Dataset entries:
· · ·

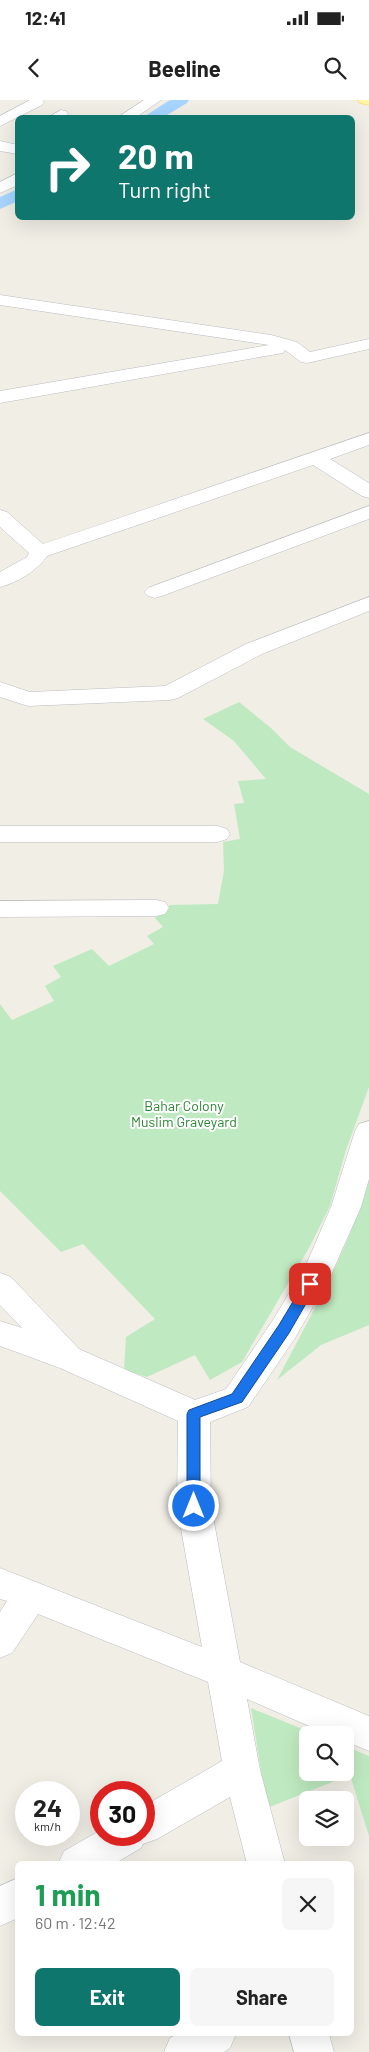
<!DOCTYPE html>
<html lang="en">
<head>
<meta charset="utf-8">
<style>
  :root { --surface:#fff; --page:#f6f6f6; --text:#222; --muted:#767676; --accent:#0f766e }
  body { margin:0; font-family:Barlow,sans-serif; background:var(--page); color:var(--text); height:100vh; display:flex; flex-direction:column; font-size:19px; white-space:nowrap }
  * { box-sizing:border-box; margin:0 }
  p { font-size:16px; color:var(--muted) }
  .icon { flex:none; width:28px; height:28px; fill:none; stroke:currentColor; stroke-width:2; stroke-linecap:round; stroke-linejoin:round }
  .map { position:relative; flex:1; overflow:hidden }
  .panel { position:absolute; left:15px; top:1761px; width:339px; height:175px; display:flex; flex-direction:column; background:var(--surface); border-radius:8px; box-shadow:0 5px 20px #0002 }
  .panel>* { flex:none }
  .top-card { position:absolute; left:15px; top:15px; width:340px; height:105px; border-radius:8px; box-shadow:0 5px 20px #0002; background:#0f766e; color:#fff; overflow:hidden }
  .controls { position:absolute; left:299px; top:1626px; display:grid; gap:10px }
  .controls a { display:grid; place-items:center; width:55px; height:55px; border-radius:8px; background:var(--surface); box-shadow:0 5px 20px #0002; font-size:25px }
  .speed { position:absolute; left:15px; top:1681px; display:flex; gap:10px; font-size:25px; font-weight:700; text-align:center }
  .speed>* { display:grid; place-content:center; width:65px; height:65px; border-radius:50%; background:var(--surface); box-shadow:0 5px 20px #0002; line-height:1 }
  .speed small { font-size:12px; font-weight:400 }
  .speed .limit { border:8px solid #d22; background:#fff; color:#111 }
  .pin { position:absolute; display:grid; place-items:center; width:42px; height:42px; color:#fff; margin:-21px; border-radius:10px; box-shadow:0 2px 8px #0006 }
  .me { position:absolute; width:55px; margin:-28px; rotate:0deg; stroke-linejoin:round; filter:drop-shadow(0 0 4px #0008) }
  .turn { display:flex; align-items:center; gap:18px; height:105px; padding:0 20px; font-size:22px }
  .turn .icon { width:65px; height:65px; stroke-width:2.5 }
  .turn b { display:block; font-size:35px; line-height:42px }
  .round { display:grid; place-items:center; flex:none; width:52px; height:52px; border-radius:8px; background:var(--page) }
  .overview { display:flex; align-items:center; justify-content:space-between; height:85px; padding:0 20px }
  h1 { font-size:30px; font-weight:700; line-height:38px; color:#1e9e55 }
  .button { display:flex; gap:10px; margin-top:auto; padding:10px 20px }
  .button a { flex:1; height:58px; border-radius:8px; background:var(--accent); color:#fff; font-size:20px; font-weight:700; line-height:58px; text-align:center }
  .button a+a { background:var(--page); color:var(--text) }
  .status { display:flex; justify-content:space-between; align-items:center; height:35px; padding:0 25px; background:var(--surface); direction:ltr }
  .status svg { height:14px; fill:currentColor }
  header { display:flex; justify-content:space-between; align-items:center; height:65px; padding:0 20px; background:var(--surface); font-size:22px; font-weight:700 }
  .map>svg:first-child { display:block }
  .green { fill:#bfeac1 }
  .lines { fill:none; stroke-linecap:round; stroke-linejoin:round }
  .canal { fill:#a6d5ff; fill-rule:evenodd }
  .minor-casing { stroke:#b9bdc2; stroke-width:1 }
  .major-casing { stroke:#ffd44f; stroke-width:1 }
  .minor { fill:#fff; fill-rule:evenodd }
  .major { fill:#fff5ab; fill-rule:evenodd }
  .route { fill:#1a73e8; stroke:#114b97 }
  .labels { text-anchor:middle; dominant-baseline:central; stroke-width:4; stroke-linejoin:round; paint-order:stroke }
  .park-label { font-size:14px; fill:#2c8634; stroke:#fff }
</style>
</head>
<body>
<div class="status"><b>12:41</b><svg viewBox="0 0 49 12"><path d="M0 12V9h3v3zM5 12V6h3v6zM10 12V3h3v9zM15 12V0h3v12zM26 1h20v11H26zM47 4h2v5h-2z"/></svg></div>
<header><svg class="icon" aria-label="back" viewBox="0 0 24 24"><path d="M15 5l-7 7 7 7"/></svg>Beeline<svg class="icon" aria-label="search" viewBox="0 0 24 24"><circle cx="10" cy="10" r="6"/><path d="M15 15l6 6"/></svg></header>
<div class="map">
<svg width="369" height="1952" viewBox="0 0 369 1952">
  <rect width="100%" height="100%" fill="#f0eee5"/>
  <path class="green" d="M239,602L271,628L290,647L369,694V987L346,1050L330,1106L310,1146L242,1262L210,1280L195,1255L147,1277L124,1270L126,1237L155,1219L83,1144L61,1152L0,1091V904L12,920L54,901L45,886L61,877L53,866L92,849L109,866L154,844L147,836L163,827L155,818L170,805L218,804L224,771L223,742L240,739L234,704L244,703L238,681L266,679L234,641L203,619Z
    M369,1080V1225L321,1245L277,1280C311,1215 348,1151 369,1080Z
    M251,1608L317,1635H308V1672H345V1646L369,1656V1736L350,1675L267,1708Z"/>
  <g class="lines">
    <path class="canal" d="M170,0H189L187,3L162,18H142Z
      M18,89V101L0,109V97Z"/>
    <g class="minor-casing">
      <path id="minor" d="M30,0H43L44,2L42,5L0,26V16Z
        M144,0H161L135,18H117Z
        M61,10L66,11L68,14L66,17L47,18Z
        M0,41L18,45V54L0,51Z
        M18,73V85L0,93V82Z
        M0,195L271,235L297,242L310,252L369,239V249L307,263L301,262L285,250L283,253L277,254L0,303V291L269,245L0,205Z
        M369,333V345L330,359L369,383V398L362,396L313,365L47,456C38,470 17,483 0,487V472L27,457L29,453L0,427V410L7,412L43,444Z
        M369,406V419L162,496L155,498L148,496L144,492L148,488Z
        M369,497V511L262,554L178,598L170,600L28,606L0,597V582L30,592L165,586L246,544Z
        M0,726H218L227,729L230,734L227,739L218,742H0Z
        M156,800L165,802L169,808L165,814L156,816L0,817V801Z
        M369,1021V1079L361,1107L330,1177L295,1238L248,1307L210,1322L211,1406L240,1562L369,1616V1651L345,1641V1635H330L247,1599L260,1670L285,1764H247L230,1697L157,1739L143,1744L141,1748L114,1764H58L64,1751L101,1730V1735H144V1706L222,1661L208,1582L38,1514L12,1553L0,1558V1512L7,1501L0,1499V1468L202,1547L177,1406L178,1321L60,1268L0,1246V1221L22,1228L0,1205V1173L11,1177L79,1249L195,1300L226,1289L273,1220L306,1165L331,1107L355,1031L359,1024Z
        M18,1778V1818L0,1826V1786Z
        M177,1934H236L230,1948L224,1952H164L170,1938Z
        M289,1934H329L334,1952H294Z"/>
    </g>
    <g class="major-casing">
      <path id="major" d="M358,0H369V5L360,3Z"/>
    </g>
    <use href="#minor" class="minor"/>
    <use href="#major" class="major"/>
  </g>
  <path class="route" d="M310,1179L315,1180L317,1184L315,1188L289,1233L242,1302L200,1317V1406L198,1411L194,1412L189,1411L187,1406V1314L189,1310L232,1294L279,1225L306,1180Z"/>
  <g class="labels">
    <g class="park-label">
      <text x="184" y="1005">Bahar Colony<tspan x="184" dy="16">Muslim Graveyard</tspan></text>
    </g>
  </g>
</svg>
<div class="controls">
<a><svg class="icon" aria-label="search" viewBox="0 0 24 24"><circle cx="10" cy="10" r="6"/><path d="M15 15l6 6"/></svg></a>
<a><svg class="icon" aria-label="layers" viewBox="0 0 24 24"><path d="M12 4l9 5-9 5-9-5zM3 14l9 5 9-5"/></svg></a>
</div>
<div class="speed"><div>24<small>km/h</small></div><div class="limit">30</div></div>
<div class="pin" style="left:310px;top:1184px;background:#d93025"><svg class="icon" aria-label="arrive" viewBox="0 0 24 24"><path d="M6 21V4h12l-3 4 3 4H6"/></svg></div>
<svg class="me" style="left:194px;top:1406px" viewBox="-20 -20 40 40"><circle r="17" fill="#1a73e8" stroke="#fff" stroke-width="3"/><path d="M0-11L8 9 0 5-8 9z" fill="#fff"/></svg>
<div class="top-card">
<div class="turn"><svg class="icon" aria-label="right" viewBox="0 0 24 24"><path d="M7 20v-9h11M14 6l5 5-5 5"/></svg><div><b>20 m</b>Turn right</div></div>
</div>
<section class="panel">
<div class="overview"><div><h1>1 min</h1><p>60 m · 12:42</p></div><a class="round"><svg class="icon" aria-label="close" viewBox="0 0 24 24"><path d="M6 6l12 12M18 6L6 18"/></svg></a></div>
<div class="button"><a>Exit</a><a>Share</a></div>
</section>
</div>
</body>
</html>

· · ·

* Exercise aim *
Retype only the lines above between the line with "display:flex; align-items:center; justify-content:space-between;" and the line with "font-size:30px; font-weight:700; line-height:38px;", counting those two lines as well, and keep every character as it is.

* Answer to the exercise *
  .overview { display:flex; align-items:center; justify-content:space-between; height:85px; padding:0 20px }
  h1 { font-size:30px; font-weight:700; line-height:38px; color:#1e9e55 }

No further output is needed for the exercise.